Lyudmila Pavlichenko se convirtió en la francotiradora más célebre de la historia militar. Registró 309 muertes confirmadas. Combatió en los frentes de Odesa y Sebastopol hasta que fue herida en 1942. Ese mismo año viajó a Estados Unidos, donde cuestionó el enfoque sexista de la prensa que se interesaba más por su estética que por su puntería. Su frase: “Me preguntan por mi peinado y no por mis habilidades” se volvió icónica.

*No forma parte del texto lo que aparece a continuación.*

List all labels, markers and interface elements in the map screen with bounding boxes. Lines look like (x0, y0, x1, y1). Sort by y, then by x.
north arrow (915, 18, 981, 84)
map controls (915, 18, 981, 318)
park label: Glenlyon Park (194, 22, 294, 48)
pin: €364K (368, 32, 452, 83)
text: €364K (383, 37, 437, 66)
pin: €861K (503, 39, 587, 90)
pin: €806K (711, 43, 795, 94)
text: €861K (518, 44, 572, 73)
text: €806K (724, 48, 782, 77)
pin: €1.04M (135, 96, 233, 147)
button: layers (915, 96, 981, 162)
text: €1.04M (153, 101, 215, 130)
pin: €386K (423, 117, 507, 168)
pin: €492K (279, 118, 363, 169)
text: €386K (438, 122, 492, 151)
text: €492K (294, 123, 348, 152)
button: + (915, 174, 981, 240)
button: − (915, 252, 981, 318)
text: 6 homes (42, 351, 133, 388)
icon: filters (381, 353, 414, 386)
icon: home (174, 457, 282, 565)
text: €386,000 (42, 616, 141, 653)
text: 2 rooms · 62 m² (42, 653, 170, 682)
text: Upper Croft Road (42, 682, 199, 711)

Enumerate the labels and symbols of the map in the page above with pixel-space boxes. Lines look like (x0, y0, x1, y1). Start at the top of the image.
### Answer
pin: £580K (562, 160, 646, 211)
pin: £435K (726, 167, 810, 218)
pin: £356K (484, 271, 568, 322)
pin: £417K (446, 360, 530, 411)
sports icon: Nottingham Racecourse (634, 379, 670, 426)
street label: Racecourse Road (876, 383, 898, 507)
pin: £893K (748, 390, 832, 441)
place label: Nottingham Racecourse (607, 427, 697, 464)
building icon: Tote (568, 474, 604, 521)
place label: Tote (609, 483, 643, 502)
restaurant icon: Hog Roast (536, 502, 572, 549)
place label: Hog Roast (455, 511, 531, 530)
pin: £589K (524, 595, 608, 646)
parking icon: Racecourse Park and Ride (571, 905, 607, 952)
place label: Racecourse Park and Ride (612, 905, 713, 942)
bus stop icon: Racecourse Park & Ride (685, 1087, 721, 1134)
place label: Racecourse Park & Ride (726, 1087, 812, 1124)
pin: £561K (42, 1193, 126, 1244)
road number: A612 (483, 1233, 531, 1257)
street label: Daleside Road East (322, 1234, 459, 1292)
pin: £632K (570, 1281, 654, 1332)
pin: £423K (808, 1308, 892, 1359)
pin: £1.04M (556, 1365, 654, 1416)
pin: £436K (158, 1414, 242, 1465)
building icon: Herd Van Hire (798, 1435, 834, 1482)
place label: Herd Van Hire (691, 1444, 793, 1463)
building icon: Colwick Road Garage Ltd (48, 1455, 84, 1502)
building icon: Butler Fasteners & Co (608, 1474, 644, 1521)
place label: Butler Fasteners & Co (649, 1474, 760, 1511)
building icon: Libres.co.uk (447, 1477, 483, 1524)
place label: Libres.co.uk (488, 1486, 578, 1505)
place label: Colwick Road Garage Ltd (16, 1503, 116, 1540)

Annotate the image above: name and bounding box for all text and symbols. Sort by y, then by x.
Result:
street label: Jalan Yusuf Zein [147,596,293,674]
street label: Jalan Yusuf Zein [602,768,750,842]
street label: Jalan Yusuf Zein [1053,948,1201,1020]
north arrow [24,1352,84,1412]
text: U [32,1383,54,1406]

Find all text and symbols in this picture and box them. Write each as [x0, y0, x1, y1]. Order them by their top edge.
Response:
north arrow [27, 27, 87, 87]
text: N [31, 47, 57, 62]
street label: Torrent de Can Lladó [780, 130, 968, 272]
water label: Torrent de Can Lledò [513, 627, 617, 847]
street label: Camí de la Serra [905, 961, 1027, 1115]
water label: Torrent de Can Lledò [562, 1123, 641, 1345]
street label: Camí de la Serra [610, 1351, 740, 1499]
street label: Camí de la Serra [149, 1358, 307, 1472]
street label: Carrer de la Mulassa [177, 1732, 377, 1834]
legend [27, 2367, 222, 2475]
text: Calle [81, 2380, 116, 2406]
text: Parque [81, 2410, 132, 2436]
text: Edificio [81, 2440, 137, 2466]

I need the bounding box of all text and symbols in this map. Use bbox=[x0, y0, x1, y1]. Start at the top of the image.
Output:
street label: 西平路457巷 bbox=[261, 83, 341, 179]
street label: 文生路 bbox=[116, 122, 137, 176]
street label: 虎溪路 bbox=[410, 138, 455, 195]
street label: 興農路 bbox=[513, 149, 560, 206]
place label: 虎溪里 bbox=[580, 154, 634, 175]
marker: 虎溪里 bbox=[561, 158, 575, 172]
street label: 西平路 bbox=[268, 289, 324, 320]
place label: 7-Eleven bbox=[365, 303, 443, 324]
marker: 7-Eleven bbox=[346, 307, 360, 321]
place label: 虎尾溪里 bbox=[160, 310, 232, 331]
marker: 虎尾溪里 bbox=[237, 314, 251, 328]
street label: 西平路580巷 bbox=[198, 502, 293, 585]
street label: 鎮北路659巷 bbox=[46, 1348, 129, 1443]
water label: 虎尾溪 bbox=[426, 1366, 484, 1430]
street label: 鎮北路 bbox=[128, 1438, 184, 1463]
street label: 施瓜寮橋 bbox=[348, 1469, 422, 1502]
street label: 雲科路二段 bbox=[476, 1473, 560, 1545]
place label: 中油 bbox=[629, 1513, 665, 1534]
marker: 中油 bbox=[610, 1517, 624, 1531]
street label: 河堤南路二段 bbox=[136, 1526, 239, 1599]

Pavlichenko fue un símbolo del ideal soviético de mujer fuerte, patriótica y combativa. La propaganda oficial la convirtió en emblema de la “nueva mujer soviética”. Pero no fue la única. Roza Shanina, con 59 bajas, también ganó reconocimiento, y Aliya Moldagulova fue condecorada póstumamente luego de morir en combate en 1944. Cada una de ellas marcó una historia particular de heroísmo silencioso.
Las condiciones en que operaban eran brutales. Muchas veces se camuflaban entre la nieve durante días, soportando el frío, el hambre y la tensión de cada disparo. El Estado no siempre garantizaba asistencia o relevo. Aun así, estas mujeres siguieron en sus puestos hasta el final.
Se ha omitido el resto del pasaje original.